Closed gurugecl closed 1 year ago
Hi @gurugecl, thank you for raising this, you can run GraphSage, just need to specify beta.graphSage
instead of just graphSage
in the addNodeProperty
procedure name, also make sure to set the required configuration parameters.
Please give it a try and let us know.
Hi @vnickolov, thank you for quick response and great that did work as long as I only include the required properties like model name and mutate property.
[{name: 'gds.beta.graphSage.mutate', config: {modelName: 'gs_model', mutateProperty: 'embedding'}}]
However as soon as I include the other properties for graphSage that I need and described in the documentation like below
CALL gds.beta.pipeline.linkPrediction.addNodeProperty('lp-pipeline2', 'beta.graphSage', { modelName: 'gs_model', mutateProperty: 'embedding', embeddingDimension: 64, featureProperties: ['x','b','c'], projectedFeatureDimension: 16, activationFunction: 'relu', negativeSampleWeight: 20, searchDepth: 5, epochs: 1, learningRate: 0.1, batchSize: 100, aggregator: 'mean' })
I get the following error
ClientError: [Procedure.ProcedureCallFailed] Failed to invoke procedure gds.beta.pipeline.linkPrediction.addNodeProperty
: Caused by: java.lang.IllegalArgumentException: Unexpected configuration keys: activationFunction, aggregator, embeddingDimension, epochs, featureProperties, learningRate, negativeSampleWeight, projectedFeatureDimension, searchDepth
However the configuration mappings work fine when using fastRP and the ones associated with it
Thank you @gurugecl, we will have a look at this, it is definitely unexpected behaviour.
Hi @gurugecl,
Only the graphsage predict mutate mode is supported as a pipeline node property step. That is, you will first have have to train the graphsage model outside of the pipeline directly by a call to gds.beta.graphSage.train
, and then you can add graphsage predict (beta.graphSage
) as a node property steps to your pipeline providing the modelName
configuration key of the model you have just trained.
When you add the graphsage node property step you may only provide parameters relevant to the predict mutate mode.

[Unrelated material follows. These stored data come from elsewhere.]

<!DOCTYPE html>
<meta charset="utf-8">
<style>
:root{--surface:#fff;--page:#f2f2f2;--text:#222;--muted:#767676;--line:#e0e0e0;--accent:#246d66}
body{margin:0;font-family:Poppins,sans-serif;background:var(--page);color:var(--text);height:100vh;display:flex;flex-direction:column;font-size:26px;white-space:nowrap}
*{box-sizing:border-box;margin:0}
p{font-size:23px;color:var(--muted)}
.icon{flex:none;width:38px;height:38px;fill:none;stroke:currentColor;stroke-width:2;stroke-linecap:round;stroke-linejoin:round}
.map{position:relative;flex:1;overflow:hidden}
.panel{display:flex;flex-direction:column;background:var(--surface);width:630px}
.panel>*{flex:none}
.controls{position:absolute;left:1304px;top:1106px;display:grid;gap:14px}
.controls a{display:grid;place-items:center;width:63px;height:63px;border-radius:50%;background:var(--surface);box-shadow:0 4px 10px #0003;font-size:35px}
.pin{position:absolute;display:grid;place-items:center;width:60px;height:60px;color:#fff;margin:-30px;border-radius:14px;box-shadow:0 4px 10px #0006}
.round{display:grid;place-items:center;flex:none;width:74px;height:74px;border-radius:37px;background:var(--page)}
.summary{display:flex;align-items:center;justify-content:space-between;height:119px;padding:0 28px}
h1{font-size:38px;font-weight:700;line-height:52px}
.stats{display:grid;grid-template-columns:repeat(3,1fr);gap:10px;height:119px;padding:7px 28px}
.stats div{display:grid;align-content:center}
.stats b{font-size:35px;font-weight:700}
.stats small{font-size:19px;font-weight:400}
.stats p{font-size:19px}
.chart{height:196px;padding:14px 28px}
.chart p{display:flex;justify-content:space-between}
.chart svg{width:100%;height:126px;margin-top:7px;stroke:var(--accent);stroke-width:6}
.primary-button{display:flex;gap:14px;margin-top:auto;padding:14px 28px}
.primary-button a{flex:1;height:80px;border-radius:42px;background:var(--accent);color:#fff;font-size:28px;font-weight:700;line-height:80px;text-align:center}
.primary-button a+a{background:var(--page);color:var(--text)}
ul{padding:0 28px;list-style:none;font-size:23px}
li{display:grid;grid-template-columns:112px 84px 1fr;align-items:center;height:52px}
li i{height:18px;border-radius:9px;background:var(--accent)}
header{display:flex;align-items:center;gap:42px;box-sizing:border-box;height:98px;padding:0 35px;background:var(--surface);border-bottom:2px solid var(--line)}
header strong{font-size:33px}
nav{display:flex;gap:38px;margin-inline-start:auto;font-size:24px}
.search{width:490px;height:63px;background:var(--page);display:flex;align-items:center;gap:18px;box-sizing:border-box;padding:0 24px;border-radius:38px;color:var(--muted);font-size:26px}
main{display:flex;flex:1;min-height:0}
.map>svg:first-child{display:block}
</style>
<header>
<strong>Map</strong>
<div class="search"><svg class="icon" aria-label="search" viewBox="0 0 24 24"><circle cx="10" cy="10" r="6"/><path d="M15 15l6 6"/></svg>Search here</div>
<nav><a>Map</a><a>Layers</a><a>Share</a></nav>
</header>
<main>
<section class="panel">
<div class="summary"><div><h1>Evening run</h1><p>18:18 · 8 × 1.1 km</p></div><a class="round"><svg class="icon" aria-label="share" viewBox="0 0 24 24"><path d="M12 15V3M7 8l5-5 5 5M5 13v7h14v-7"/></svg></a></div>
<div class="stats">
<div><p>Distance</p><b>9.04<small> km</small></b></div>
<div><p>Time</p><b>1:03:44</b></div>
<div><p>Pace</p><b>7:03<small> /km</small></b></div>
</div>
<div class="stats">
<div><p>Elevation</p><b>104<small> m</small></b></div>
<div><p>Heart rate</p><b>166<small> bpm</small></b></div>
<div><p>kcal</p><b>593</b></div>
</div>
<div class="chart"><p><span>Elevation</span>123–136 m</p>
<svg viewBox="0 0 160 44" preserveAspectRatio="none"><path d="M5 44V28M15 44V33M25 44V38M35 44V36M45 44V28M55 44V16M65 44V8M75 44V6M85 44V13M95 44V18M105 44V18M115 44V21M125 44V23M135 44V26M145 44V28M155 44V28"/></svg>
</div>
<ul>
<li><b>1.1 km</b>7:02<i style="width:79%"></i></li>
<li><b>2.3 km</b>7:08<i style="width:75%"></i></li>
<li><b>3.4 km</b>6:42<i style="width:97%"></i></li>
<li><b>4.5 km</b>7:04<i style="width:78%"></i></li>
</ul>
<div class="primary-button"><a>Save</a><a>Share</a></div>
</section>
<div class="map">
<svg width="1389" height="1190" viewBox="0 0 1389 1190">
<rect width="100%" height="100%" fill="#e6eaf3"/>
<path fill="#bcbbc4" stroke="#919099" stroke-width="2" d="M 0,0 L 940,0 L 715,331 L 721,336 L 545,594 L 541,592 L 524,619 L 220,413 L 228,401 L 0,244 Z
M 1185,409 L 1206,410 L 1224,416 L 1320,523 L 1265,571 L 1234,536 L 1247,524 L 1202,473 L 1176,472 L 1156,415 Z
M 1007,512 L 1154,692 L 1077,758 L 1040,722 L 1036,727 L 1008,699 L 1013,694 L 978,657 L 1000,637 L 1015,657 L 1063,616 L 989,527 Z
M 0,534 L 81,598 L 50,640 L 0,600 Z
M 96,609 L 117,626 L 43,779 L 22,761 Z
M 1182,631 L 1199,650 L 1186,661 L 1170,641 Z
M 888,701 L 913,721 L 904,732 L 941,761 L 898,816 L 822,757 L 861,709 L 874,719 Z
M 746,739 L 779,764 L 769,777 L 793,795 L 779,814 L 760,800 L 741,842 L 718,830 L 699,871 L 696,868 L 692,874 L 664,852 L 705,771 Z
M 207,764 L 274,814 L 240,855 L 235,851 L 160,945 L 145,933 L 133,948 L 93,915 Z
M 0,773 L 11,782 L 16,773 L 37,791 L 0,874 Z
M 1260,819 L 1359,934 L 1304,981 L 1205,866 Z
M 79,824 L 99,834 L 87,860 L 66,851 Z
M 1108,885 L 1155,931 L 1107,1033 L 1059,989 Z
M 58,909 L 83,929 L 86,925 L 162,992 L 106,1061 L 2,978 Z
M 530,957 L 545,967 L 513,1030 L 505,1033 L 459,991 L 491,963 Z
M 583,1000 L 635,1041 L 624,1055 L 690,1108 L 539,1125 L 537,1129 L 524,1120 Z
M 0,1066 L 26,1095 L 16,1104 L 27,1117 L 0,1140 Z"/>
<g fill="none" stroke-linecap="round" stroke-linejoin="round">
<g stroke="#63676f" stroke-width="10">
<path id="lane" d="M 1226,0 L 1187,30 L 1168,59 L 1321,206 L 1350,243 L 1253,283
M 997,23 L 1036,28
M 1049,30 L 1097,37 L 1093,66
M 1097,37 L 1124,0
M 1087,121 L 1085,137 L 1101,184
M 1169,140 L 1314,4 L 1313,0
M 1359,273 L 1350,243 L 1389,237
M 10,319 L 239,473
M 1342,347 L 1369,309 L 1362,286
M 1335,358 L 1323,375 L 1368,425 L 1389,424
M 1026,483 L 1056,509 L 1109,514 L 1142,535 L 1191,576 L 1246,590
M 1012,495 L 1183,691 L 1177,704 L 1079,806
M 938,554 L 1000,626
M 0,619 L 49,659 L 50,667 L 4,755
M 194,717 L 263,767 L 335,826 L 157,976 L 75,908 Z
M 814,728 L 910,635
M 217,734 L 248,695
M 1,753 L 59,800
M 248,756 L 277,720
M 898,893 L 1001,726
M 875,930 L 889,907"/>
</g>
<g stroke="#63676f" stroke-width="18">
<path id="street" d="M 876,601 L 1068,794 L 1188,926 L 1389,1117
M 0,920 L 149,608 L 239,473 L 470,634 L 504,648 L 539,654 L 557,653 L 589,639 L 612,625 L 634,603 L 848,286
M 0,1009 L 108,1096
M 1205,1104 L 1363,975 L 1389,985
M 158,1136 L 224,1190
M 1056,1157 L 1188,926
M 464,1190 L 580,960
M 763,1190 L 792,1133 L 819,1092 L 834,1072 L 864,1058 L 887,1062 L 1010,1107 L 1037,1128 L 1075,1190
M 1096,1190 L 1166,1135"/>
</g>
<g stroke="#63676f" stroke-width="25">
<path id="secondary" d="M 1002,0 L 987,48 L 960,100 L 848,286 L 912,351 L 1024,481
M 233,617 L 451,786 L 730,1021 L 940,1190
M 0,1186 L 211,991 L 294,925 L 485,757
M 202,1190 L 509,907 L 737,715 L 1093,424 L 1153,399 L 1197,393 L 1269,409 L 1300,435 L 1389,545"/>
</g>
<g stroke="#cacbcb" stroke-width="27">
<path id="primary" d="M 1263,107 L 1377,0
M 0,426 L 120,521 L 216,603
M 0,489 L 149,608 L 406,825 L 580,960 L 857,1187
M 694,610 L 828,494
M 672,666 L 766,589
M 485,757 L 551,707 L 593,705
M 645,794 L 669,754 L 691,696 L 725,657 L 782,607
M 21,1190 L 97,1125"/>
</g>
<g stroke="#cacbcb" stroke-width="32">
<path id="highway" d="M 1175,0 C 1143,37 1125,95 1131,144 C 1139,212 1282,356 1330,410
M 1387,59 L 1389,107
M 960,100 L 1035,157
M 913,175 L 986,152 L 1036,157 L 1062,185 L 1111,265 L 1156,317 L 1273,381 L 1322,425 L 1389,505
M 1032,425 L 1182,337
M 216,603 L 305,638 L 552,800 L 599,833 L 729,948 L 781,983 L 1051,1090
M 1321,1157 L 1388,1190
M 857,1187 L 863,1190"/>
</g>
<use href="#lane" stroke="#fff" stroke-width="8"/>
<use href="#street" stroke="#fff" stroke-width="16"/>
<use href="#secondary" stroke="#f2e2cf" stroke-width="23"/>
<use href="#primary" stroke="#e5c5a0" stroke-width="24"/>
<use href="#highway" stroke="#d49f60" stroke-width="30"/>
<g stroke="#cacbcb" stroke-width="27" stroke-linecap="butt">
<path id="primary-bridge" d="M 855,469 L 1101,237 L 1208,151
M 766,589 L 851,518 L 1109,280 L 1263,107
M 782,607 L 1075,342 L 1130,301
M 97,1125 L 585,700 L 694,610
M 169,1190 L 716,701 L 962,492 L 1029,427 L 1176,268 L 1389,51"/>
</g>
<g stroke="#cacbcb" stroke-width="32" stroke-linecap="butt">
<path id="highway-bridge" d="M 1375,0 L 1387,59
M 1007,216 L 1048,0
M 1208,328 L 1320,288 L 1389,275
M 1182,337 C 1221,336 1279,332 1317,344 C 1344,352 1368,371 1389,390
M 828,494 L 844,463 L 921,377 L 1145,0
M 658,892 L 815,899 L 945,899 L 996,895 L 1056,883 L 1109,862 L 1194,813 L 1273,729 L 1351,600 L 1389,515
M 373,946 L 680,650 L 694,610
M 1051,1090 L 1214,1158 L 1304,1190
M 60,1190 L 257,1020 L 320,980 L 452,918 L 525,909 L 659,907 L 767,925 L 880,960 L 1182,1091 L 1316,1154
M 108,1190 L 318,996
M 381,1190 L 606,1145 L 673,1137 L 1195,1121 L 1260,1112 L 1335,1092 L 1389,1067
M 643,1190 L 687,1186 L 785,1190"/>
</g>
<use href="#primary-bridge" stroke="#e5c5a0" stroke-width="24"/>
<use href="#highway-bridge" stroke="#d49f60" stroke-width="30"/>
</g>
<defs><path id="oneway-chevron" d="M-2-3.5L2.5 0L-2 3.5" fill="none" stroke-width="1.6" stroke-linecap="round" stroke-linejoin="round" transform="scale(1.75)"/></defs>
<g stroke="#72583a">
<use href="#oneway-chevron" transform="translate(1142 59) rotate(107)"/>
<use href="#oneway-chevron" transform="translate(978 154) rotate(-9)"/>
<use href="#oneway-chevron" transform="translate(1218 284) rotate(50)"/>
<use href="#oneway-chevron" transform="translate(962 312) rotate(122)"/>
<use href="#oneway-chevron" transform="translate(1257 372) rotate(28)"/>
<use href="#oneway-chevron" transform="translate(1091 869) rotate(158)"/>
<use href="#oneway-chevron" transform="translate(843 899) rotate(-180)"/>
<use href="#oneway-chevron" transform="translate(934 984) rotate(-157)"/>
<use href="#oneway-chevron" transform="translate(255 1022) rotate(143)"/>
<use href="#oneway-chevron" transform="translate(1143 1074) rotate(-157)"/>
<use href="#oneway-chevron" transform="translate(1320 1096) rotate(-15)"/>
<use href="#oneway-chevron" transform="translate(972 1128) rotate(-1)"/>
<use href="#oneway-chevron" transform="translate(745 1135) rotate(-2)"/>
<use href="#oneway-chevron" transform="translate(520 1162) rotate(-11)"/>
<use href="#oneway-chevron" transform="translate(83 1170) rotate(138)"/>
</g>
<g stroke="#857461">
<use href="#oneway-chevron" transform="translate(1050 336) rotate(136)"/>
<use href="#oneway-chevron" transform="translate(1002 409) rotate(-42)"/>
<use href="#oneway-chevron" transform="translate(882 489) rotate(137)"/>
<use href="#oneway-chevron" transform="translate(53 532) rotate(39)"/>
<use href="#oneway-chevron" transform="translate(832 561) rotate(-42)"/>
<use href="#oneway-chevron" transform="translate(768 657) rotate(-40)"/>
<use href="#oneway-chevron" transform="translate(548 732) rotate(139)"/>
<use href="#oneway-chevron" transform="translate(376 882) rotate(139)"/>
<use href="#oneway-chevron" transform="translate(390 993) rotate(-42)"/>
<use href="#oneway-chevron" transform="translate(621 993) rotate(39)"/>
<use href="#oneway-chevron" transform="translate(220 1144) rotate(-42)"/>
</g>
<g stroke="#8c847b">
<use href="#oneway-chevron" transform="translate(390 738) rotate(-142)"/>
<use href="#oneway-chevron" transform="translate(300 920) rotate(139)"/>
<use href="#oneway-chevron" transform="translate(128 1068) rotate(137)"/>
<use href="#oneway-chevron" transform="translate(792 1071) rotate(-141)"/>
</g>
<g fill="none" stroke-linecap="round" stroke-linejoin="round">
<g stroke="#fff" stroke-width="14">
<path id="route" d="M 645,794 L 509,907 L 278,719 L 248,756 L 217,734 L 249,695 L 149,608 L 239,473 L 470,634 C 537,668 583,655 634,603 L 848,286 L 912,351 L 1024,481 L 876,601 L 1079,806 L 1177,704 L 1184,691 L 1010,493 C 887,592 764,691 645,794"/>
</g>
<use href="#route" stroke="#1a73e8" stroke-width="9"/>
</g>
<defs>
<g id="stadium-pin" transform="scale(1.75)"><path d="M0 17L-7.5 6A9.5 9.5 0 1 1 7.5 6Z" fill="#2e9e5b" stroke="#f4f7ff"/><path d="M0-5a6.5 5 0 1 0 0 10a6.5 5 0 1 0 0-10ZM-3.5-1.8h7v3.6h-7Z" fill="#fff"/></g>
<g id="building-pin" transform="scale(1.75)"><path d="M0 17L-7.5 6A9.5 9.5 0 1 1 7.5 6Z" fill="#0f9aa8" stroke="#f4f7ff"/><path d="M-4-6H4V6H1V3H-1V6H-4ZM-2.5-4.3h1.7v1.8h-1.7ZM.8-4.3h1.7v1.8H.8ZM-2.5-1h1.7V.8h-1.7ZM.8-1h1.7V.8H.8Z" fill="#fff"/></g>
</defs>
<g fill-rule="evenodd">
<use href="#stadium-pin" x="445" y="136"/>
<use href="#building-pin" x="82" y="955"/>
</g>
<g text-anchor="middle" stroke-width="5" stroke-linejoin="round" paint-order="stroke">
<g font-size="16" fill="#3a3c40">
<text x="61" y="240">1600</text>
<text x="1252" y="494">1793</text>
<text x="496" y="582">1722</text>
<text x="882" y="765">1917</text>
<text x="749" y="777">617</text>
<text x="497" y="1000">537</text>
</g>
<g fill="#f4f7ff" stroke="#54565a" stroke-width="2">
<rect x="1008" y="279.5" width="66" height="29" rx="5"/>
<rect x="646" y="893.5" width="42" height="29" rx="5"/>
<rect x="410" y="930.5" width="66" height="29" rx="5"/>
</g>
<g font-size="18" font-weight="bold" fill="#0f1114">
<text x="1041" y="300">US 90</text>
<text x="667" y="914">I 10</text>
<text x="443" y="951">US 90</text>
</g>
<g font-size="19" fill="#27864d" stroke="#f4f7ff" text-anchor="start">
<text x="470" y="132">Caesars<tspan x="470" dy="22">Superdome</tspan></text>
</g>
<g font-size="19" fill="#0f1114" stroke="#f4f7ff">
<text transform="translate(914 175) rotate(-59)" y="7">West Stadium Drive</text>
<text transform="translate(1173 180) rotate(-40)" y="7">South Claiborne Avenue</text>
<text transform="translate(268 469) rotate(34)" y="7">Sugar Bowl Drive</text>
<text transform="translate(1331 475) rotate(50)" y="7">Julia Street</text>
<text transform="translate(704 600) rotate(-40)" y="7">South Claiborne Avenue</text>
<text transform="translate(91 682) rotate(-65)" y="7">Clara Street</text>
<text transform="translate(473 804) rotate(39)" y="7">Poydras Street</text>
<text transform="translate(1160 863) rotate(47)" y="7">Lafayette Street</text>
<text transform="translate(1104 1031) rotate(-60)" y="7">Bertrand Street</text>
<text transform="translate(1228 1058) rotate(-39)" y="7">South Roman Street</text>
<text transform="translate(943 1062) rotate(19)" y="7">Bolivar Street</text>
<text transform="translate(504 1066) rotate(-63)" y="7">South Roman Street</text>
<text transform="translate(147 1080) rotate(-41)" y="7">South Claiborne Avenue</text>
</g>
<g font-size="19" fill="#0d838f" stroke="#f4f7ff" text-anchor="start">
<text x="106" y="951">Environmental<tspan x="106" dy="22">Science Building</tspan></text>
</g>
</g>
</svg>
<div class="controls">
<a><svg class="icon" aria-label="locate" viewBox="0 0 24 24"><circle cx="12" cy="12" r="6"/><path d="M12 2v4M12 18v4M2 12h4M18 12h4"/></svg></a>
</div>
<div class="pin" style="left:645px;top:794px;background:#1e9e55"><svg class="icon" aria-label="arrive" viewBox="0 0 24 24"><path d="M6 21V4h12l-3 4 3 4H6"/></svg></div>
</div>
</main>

So parameters like epoch
and so on should be passed directly to gds.beta.graphSage.train
, not when adding the node property step.
Does this make sense? We probably have to document this better.
Oh I see. Yes overall that does make sense. But could you then clarify how applying the prediction in mutate would work on the various sets in terms of the relationship splits functionality
https://neo4j.com/docs/graph-data-science/current/machine-learning/linkprediction-pipelines/config/
Because based on my understanding it splits the data into 3 sets for testing, training, and feature-input. feature-input is where the embedding algorithm training happens right to avoid data leakage. So would I set the feature-input fraction to zero then since I will have to train on a separate sub graph set (to mirror the feature-input set) outside of the pipeline?
Also it sounds like the predictions in mutate mode happen on the test and train sets right in order to then use those embedding properties in the link feature steps where the (L2, Hadamard, cosine) feature vectors are created for downstream classification. "The node property steps that are added to the pipeline will be executed both when training a pipeline and when the trained model is applied for prediction". But won't the embedding then incorporate the link we are interested in predicting on into the embedding which wouldn't be available in new data we want to predict links for in the future?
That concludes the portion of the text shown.